Egypt had started its attempt to deal with Hamas long before the March 6th announcement. The Egyptian Army demolished more than 1,000 tunnels between Gaza and Sinai. The tunnels were used to smuggle Egyptian commodities into Gaza and Gazan arms, militants and explosives into Egypt.
The tunnels were a lifeline for the Palestinian coastal territory, which has been suffering an all-out Israeli blockade since 2007. They also helped Hamas generate millions of dollars in tunnel activity taxes.
Only a handful of tunnels continue to be functional, military experts said.
It is not clear which course Egypt will follow to punish Hamas for its involvement in Barakat’s assassination.

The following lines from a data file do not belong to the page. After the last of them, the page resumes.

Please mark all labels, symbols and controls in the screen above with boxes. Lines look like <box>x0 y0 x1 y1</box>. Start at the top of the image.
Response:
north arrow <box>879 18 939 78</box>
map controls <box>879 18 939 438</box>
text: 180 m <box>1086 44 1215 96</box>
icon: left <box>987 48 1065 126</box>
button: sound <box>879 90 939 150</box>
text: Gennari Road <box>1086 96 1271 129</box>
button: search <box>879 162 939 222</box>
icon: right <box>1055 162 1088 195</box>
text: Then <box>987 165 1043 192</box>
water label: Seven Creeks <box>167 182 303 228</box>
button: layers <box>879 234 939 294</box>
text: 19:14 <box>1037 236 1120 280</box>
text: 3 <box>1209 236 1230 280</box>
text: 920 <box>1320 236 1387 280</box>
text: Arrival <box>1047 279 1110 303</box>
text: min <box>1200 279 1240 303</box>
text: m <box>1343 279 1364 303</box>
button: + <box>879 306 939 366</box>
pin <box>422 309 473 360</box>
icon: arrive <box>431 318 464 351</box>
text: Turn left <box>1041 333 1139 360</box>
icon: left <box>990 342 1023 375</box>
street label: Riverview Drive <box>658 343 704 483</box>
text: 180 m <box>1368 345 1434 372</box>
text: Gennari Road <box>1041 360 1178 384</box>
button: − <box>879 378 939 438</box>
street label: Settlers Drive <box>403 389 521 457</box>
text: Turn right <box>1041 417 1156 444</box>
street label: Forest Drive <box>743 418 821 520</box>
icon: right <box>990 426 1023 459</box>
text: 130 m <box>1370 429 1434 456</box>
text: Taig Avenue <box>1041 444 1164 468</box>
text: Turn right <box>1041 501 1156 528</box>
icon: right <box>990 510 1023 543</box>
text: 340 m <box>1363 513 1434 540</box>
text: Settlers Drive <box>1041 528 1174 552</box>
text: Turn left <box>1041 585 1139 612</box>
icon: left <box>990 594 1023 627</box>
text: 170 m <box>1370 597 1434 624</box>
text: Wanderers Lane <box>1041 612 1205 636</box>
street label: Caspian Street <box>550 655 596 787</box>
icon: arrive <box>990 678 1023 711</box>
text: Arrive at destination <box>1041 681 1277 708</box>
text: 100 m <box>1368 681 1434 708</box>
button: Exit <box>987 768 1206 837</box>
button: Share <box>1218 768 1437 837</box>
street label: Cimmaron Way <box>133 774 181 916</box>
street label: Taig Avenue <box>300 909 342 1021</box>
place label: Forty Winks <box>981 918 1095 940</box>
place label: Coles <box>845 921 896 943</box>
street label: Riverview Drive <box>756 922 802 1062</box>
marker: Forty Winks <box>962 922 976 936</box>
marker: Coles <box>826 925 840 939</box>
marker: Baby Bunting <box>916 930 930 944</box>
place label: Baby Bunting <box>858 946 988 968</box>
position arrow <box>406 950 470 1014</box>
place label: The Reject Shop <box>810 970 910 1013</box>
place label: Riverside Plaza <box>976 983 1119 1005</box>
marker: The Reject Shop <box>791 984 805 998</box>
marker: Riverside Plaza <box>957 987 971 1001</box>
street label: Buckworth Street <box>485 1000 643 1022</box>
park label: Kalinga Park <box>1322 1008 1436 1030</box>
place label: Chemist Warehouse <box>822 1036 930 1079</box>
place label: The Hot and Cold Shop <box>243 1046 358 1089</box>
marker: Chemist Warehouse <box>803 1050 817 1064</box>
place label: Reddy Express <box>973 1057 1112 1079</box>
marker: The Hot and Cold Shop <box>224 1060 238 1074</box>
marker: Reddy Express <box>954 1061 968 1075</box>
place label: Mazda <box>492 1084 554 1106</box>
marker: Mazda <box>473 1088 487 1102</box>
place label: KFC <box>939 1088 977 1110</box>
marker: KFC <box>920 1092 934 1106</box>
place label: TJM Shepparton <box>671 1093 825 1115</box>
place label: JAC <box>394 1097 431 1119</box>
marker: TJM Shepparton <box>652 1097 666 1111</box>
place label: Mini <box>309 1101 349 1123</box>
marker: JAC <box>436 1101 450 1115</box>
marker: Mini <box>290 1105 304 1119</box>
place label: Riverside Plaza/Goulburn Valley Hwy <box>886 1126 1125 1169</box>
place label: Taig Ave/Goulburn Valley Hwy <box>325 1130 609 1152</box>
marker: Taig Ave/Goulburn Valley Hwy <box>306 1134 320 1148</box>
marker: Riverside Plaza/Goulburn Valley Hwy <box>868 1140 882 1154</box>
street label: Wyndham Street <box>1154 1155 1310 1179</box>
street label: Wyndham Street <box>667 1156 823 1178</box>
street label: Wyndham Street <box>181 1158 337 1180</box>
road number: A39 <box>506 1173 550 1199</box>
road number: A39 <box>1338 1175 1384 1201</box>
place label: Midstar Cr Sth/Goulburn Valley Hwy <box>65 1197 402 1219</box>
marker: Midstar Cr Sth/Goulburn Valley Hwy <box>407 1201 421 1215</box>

Cairo has been cracking down on the Muslim Brotherhood for almost three years, banning it and putting many of its leaders in jail.
Retaliatory measures against Hamas will, experts say, make the faction move closer to Turkey and Qatar, opponents of the Egyptian regime that are in negotiations with Israel to gain more presence in Gaza.
Ghattas said the Egyptian government should lead a regional drive to label Hamas as a “terrorist” group, such as Saudi Arabia recently did with the Lebanese movement Hezbollah.
Other experts, including political analyst Saad al-Zant, rule out the possibility of an Egyptian military action against Hamas in Gaza. He, however, said Hamas must be made to realise that it can be causing its own demise if it attempts to test Egypt’s security or dig tunnels.
“This movement has been involved in harming Egypt’s national security for a long time already,” Zant said. “I think this is time Egypt showed zero tolerance to all this by making it clear to Hamas — by both word and deed — that it will pay a very heavy price if it thinks of destabilising Egypt.”